A popular method of studying particles was then, as now, to radiate a smaller particle to a larger one and examine the collision for information about the larger particle. In this setup physicists expect that the higher the resolution at which the larger particle is probed, the greater the energy of the probing particle. However, this relationship fails with protons due to a characteristic called scaling: electrons with ever higher energies no longer give more information about the proton. This is because at energies beyond a certain threshold, the proton begins to resemble an accumulation of punctate entities, and the interaction of the electron with the proton on its interactions with these entities, independently of their own, is reduced to energy.

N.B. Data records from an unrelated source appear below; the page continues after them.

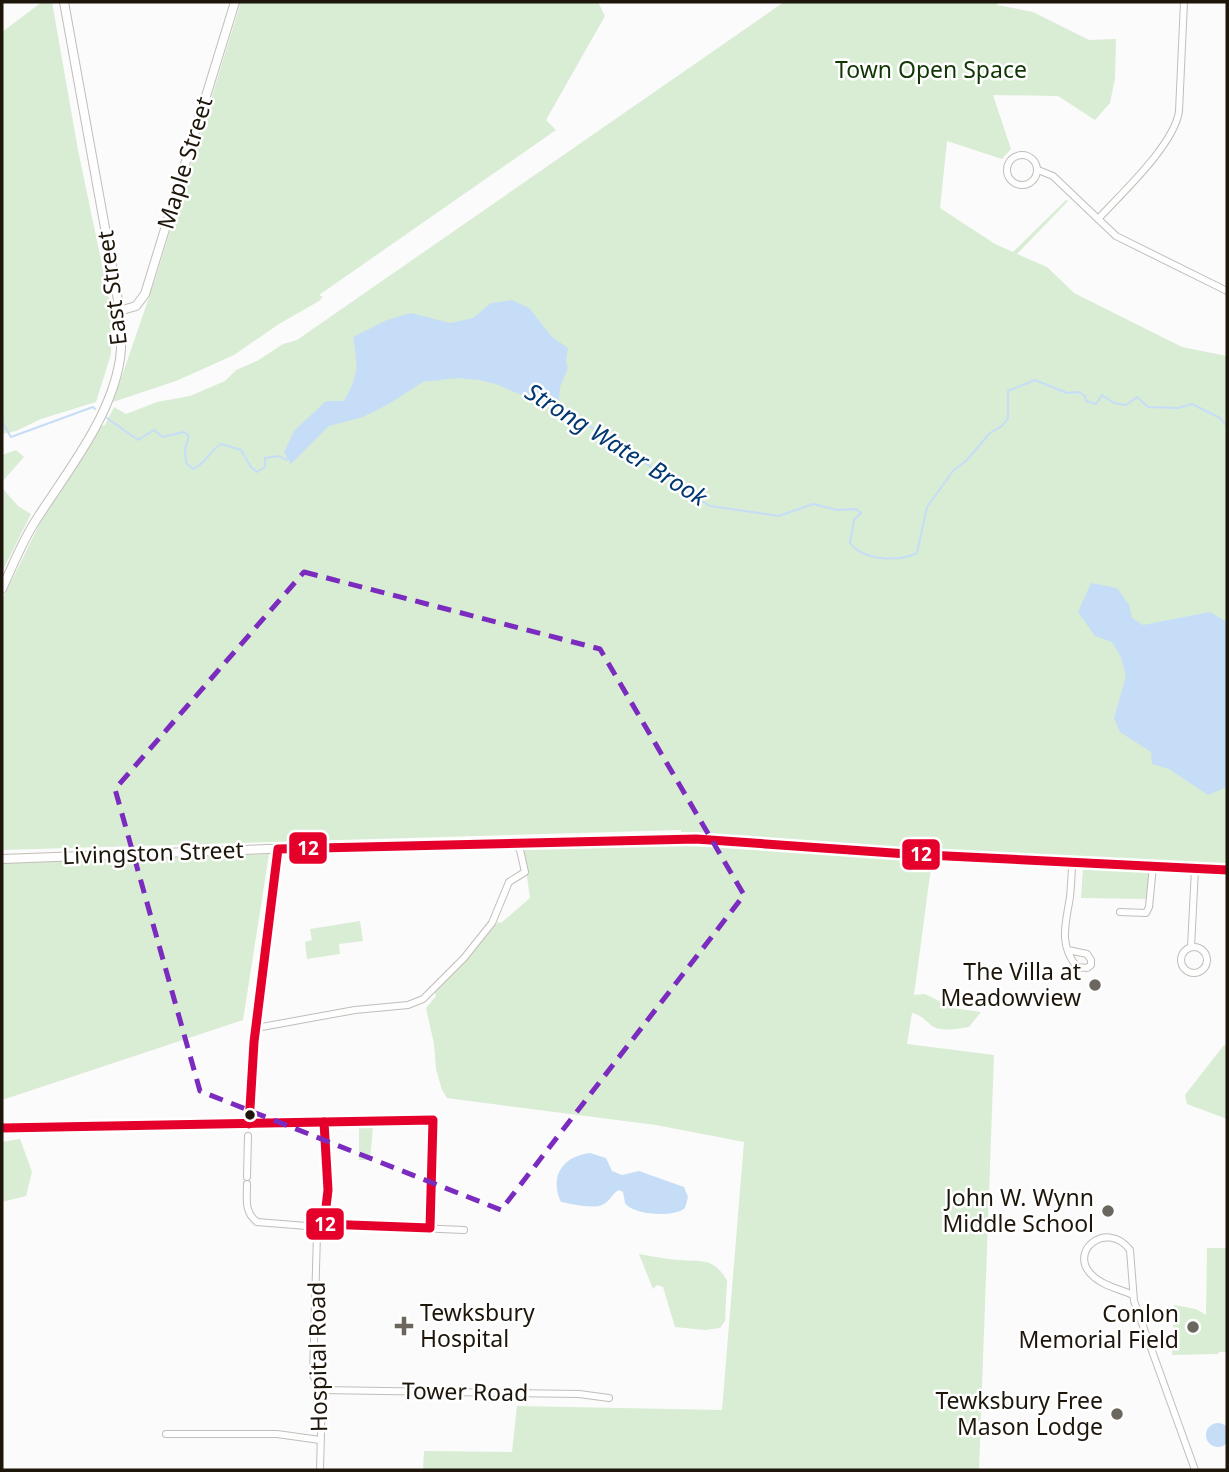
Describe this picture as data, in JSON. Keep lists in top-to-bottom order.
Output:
{
  "streets": {
    "street": [
      "Maple Street",
      "East Street",
      "Livingston Street",
      "Hospital Road",
      "Tower Road"
    ]
  },
  "crossings": [
    ["Maple Street", "East Street"],
    ["Hospital Road", "Tower Road"]
  ],
  "water": ["Strong Water Brook"],
  "parks": ["Town Open Space"],
  "places": {
    "other": [
      "The Villa at Meadowview",
      "John W. Wynn Middle School",
      "Conlon Memorial Field",
      "Tewksbury Free Mason Lodge"
    ],
    "health": ["Tewksbury Hospital"]
  },
  "lines": ["transit line 12"]
}
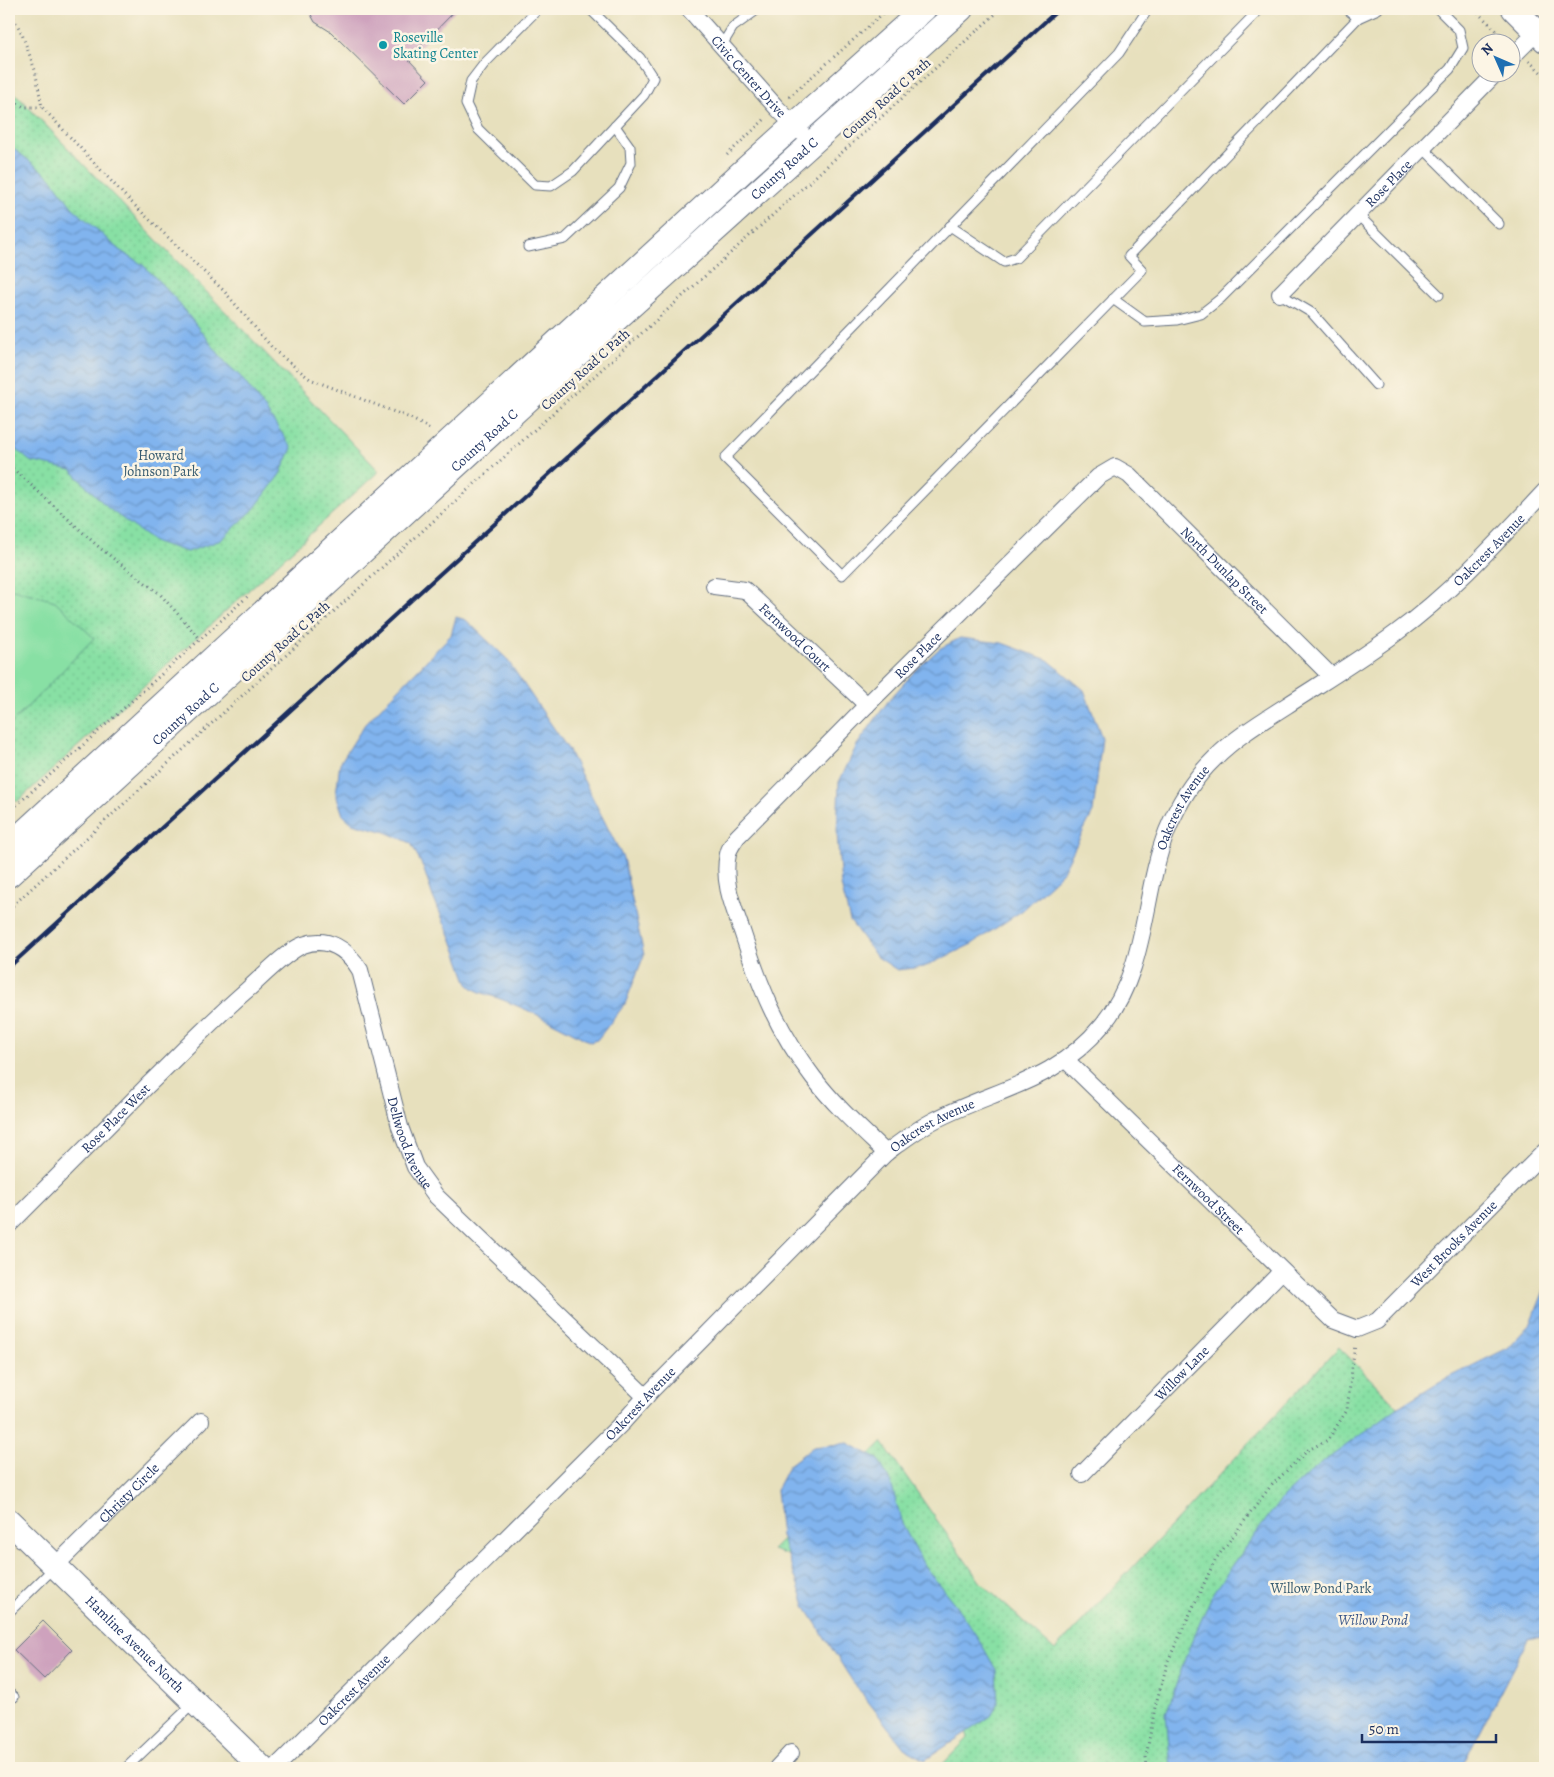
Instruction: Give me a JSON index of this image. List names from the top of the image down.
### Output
{
  "streets": {
    "main road": ["County Road C", "Hamline Avenue North"],
    "street": [
      "Civic Center Drive",
      "Rose Place",
      "Oakcrest Avenue",
      "North Dunlap Street",
      "Fernwood Court",
      "Rose Place West",
      "Dellwood Avenue",
      "Fernwood Street",
      "West Brooks Avenue",
      "Willow Lane",
      "Christy Circle"
    ],
    "path": ["County Road C Path"]
  },
  "crossings": [
    ["Civic Center Drive", "County Road C"],
    ["Rose Place", "Oakcrest Avenue"],
    ["Rose Place", "North Dunlap Street"],
    ["Rose Place", "Fernwood Court"],
    ["Oakcrest Avenue", "North Dunlap Street"],
    ["Oakcrest Avenue", "Dellwood Avenue"],
    ["Oakcrest Avenue", "Fernwood Street"],
    ["Rose Place West", "Dellwood Avenue"],
    ["Fernwood Street", "West Brooks Avenue"],
    ["Fernwood Street", "Willow Lane"],
    ["Christy Circle", "Hamline Avenue North"]
  ],
  "water": ["Willow Pond"],
  "parks": ["Howard Johnson Park", "Willow Pond Park"],
  "places": ["Roseville Skating Center"],
  "scale_bar": "50 m",
  "north": "top left"
}
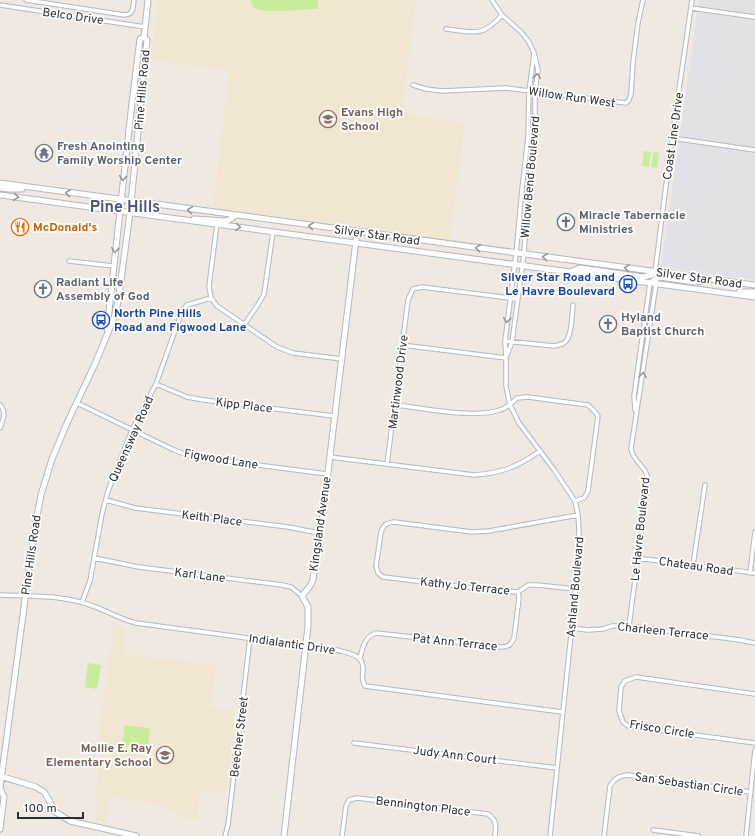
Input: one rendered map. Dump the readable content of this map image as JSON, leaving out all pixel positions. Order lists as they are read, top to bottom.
{
  "streets": {
    "main road": ["Pine Hills Road", "Silver Star Road", "Kingsland Avenue"],
    "street": [
      "Belco Drive",
      "Willow Run West",
      "Coast Line Drive",
      "Willow Bend Boulevard",
      "Martinwood Drive",
      "Kipp Place",
      "Queensway Road",
      "Figwood Lane",
      "Keith Place",
      "Le Havre Boulevard",
      "Chateau Road",
      "Karl Lane",
      "Kathy Jo Terrace",
      "Ashland Boulevard",
      "Charleen Terrace",
      "Pat Ann Terrace",
      "Indialantic Drive",
      "Frisco Circle",
      "Beecher Street",
      "Judy Ann Court",
      "San Sebastian Circle",
      "Bennington Place"
    ]
  },
  "crossings": [
    ["Belco Drive", "Pine Hills Road"],
    ["Pine Hills Road", "Silver Star Road"],
    ["Pine Hills Road", "Figwood Lane"],
    ["Pine Hills Road", "Indialantic Drive"],
    ["Willow Run West", "Willow Bend Boulevard"],
    ["Coast Line Drive", "Silver Star Road"],
    ["Willow Bend Boulevard", "Silver Star Road"],
    ["Willow Bend Boulevard", "Ashland Boulevard"],
    ["Silver Star Road", "Kingsland Avenue"],
    ["Silver Star Road", "Le Havre Boulevard"],
    ["Silver Star Road", "Ashland Boulevard"],
    ["Martinwood Drive", "Ashland Boulevard"],
    ["Kipp Place", "Queensway Road"],
    ["Kipp Place", "Kingsland Avenue"],
    ["Queensway Road", "Figwood Lane"],
    ["Queensway Road", "Keith Place"],
    ["Queensway Road", "Karl Lane"],
    ["Queensway Road", "Indialantic Drive"],
    ["Figwood Lane", "Kingsland Avenue"],
    ["Keith Place", "Kingsland Avenue"],
    ["Kingsland Avenue", "Karl Lane"],
    ["Le Havre Boulevard", "Chateau Road"],
    ["Le Havre Boulevard", "Charleen Terrace"],
    ["Kathy Jo Terrace", "Ashland Boulevard"],
    ["Kathy Jo Terrace", "Pat Ann Terrace"],
    ["Ashland Boulevard", "Charleen Terrace"],
    ["Ashland Boulevard", "Judy Ann Court"],
    ["Pat Ann Terrace", "Indialantic Drive"],
    ["Indialantic Drive", "Beecher Street"]
  ],
  "districts": ["Pine Hills"],
  "places": {
    "school or university": ["Evans High School", "Mollie E. Ray Elementary School"],
    "temple": ["Fresh Anointing Family Worship Center"],
    "church": ["Miracle Tabernacle Ministries", "Radiant Life Assembly of God", "Hyland Baptist Church"],
    "restaurant": ["McDonald's"],
    "bus stop": ["Silver Star Road and Le Havre Boulevard", "North Pine Hills Road and Figwood Lane"]
  },
  "scale_bar": "100 m"
}
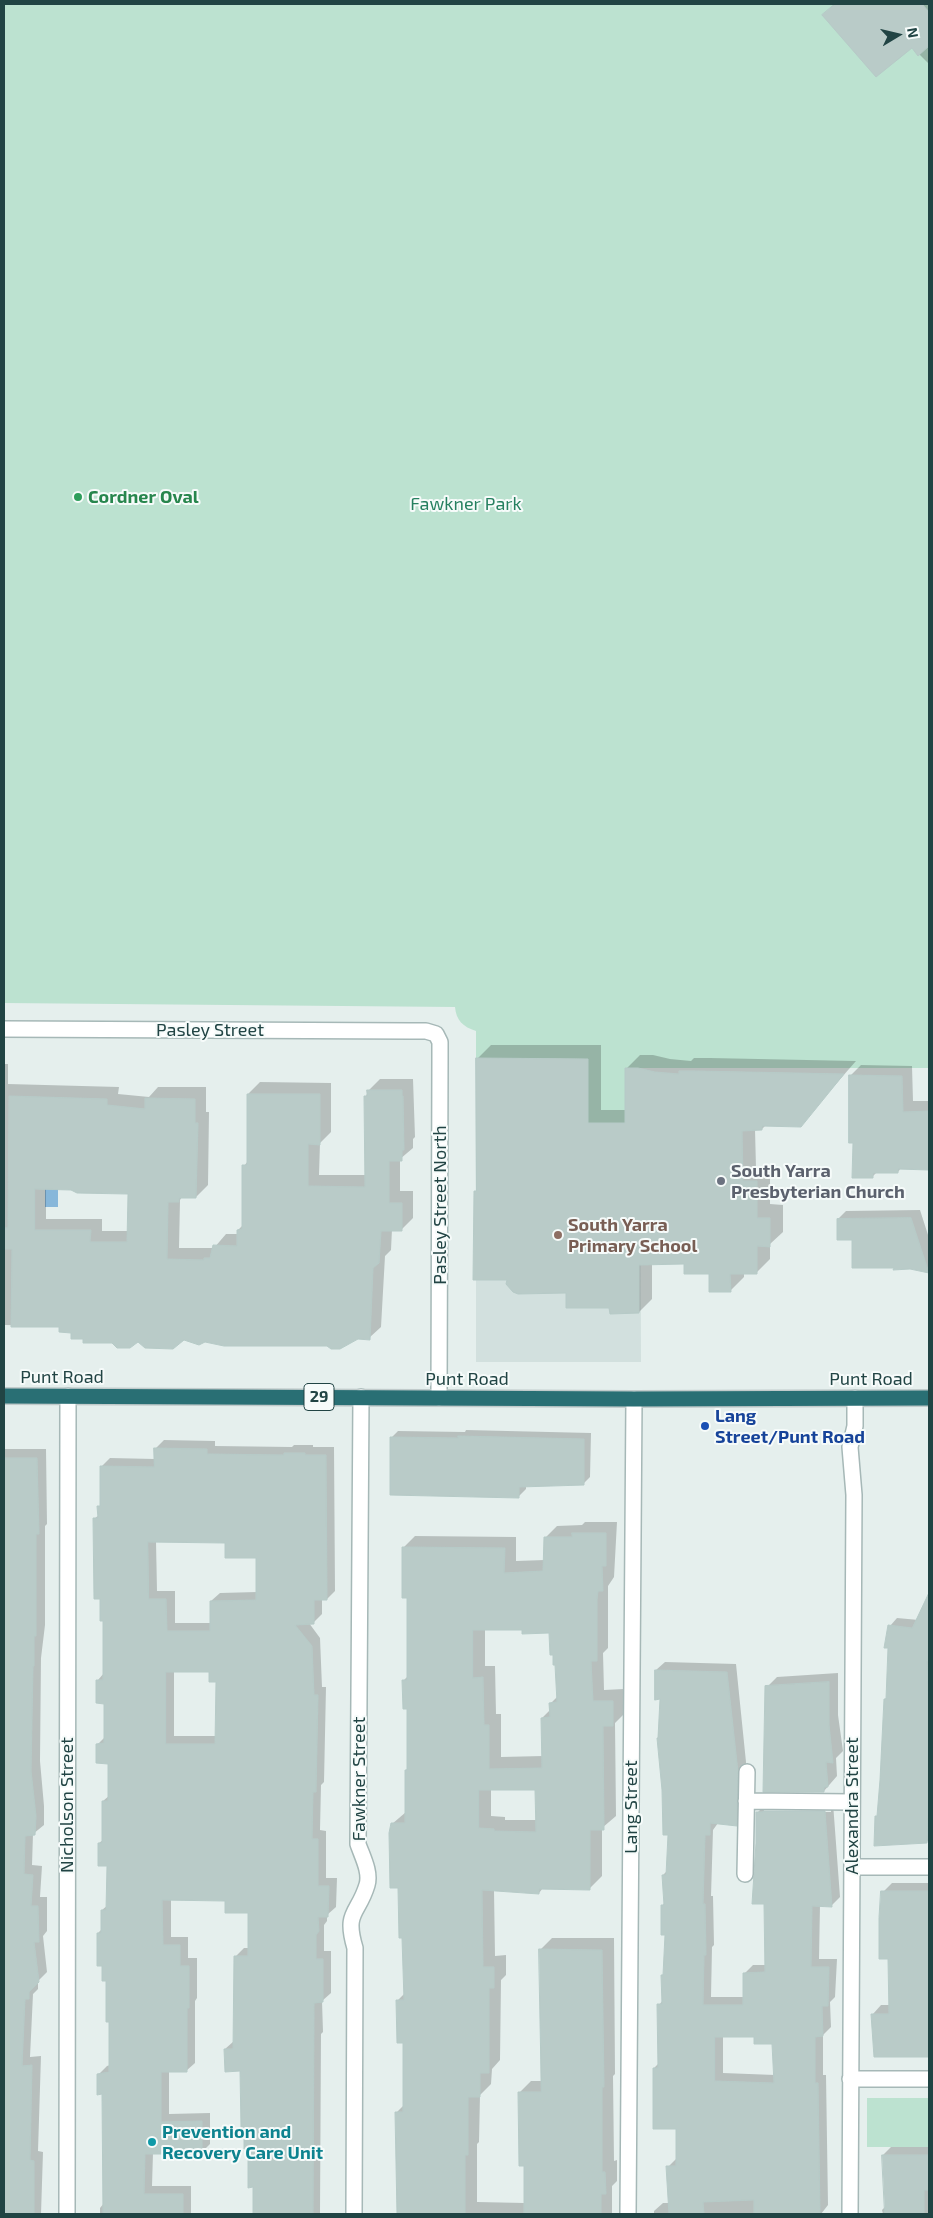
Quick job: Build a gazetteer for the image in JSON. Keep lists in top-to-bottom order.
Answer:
{
  "streets": {
    "highway": ["Punt Road", "29"],
    "street": [
      "Pasley Street",
      "Pasley Street North",
      "Fawkner Street",
      "Nicholson Street",
      "Alexandra Street",
      "Lang Street"
    ]
  },
  "crossings": [
    ["Pasley Street", "Pasley Street North"],
    ["Pasley Street North", "Punt Road"],
    ["Punt Road", "Fawkner Street"],
    ["Punt Road", "Nicholson Street"],
    ["Punt Road", "Alexandra Street"],
    ["Punt Road", "Lang Street"]
  ],
  "parks": ["Fawkner Park"],
  "places": [
    "Cordner Oval",
    "South Yarra Presbyterian Church",
    "South Yarra Primary School",
    "Lang Street/Punt Road",
    "Prevention and Recovery Care Unit"
  ],
  "north": "right"
}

The SLAC experiments revealed that the proton actually consisted of smaller units called quarks, of two types – or flavors – called up and down were. Gell-Mann and Zweig had suggested the existence of Up  Down and strange Quarks and Glass Show and Bjorken's Charms . In the 1970s other physicists suggested the existence of lower and upper quarks discovered in 1977 and 1995, respectively. So the quark model was complete. Even more important to our story was that it literally completely messed up the proton.
In the 1970s, scientists used neutrinos as probing particles to obtain information about the distribution of quarks within protons, which were supported by more accurate data from other tests with electrons in the US and Germany, as well as with muons at CERN. They found that a proton actually contained three free quarks in a true lake of quark-antiquark pairs, and that the sum of all their impulses did not give the total momentum of a proton. This indicated the presence of another then unknown particle, which they called gluon (which is its own confusion).
In this decade, particle physicists began to construct the theoretical framework called quantum chromodynamics (QCD) to explain the life and functioning of the six flavors of quarks and antiquarks and eight gluons – all particles dominated by the strong nuclear force. Ninety years after Rutherford announced the discovery of the proton by launching alpha particles through mica slices and air columns, scientists announced the launch of the world's largest physical experiment – the Large Hadron Collider – to study the fundamental components of reality by using protons were smashed into other protons. They have proven that the Higgs boson is real, studied complicated processes with insights into the very early Universe, and sought answers to questions that still astonish physicists.
Scientists Have Striven to Improve our understanding of QCD by specifically examining how quarks, antiquarks, and gluons interact during a collision. This knowledge is crucial to determining the existence of new particles and deepening our understanding of the subatomic world. Physicists have also used collider experiments to study the properties of exotic matter forms such as glassma, quark-gluon plasma, and color glass condensates. narrow down the search for proposed particles to explain some fundamental variations in the Standard Model of particle physics; Perform precision measurements of the properties of the proton with respect to its effects on other particles (like this or that); and explore unresolved issues related to the proton (such as the spin crisis).
And 100 years after the initial construction of the proton, particle physics itself looks quite different from Rutherford's times, and much of the transformation can be traced back to the proton in one way or another. Today, physicists are pursuing other, very different particles, dreaming of building even larger machines for shattering protons, and dealing with theories that describe a world much smaller than that of quarks and gluons. It's another world with different secrets as it should be, but it's also great that there are secrets at all.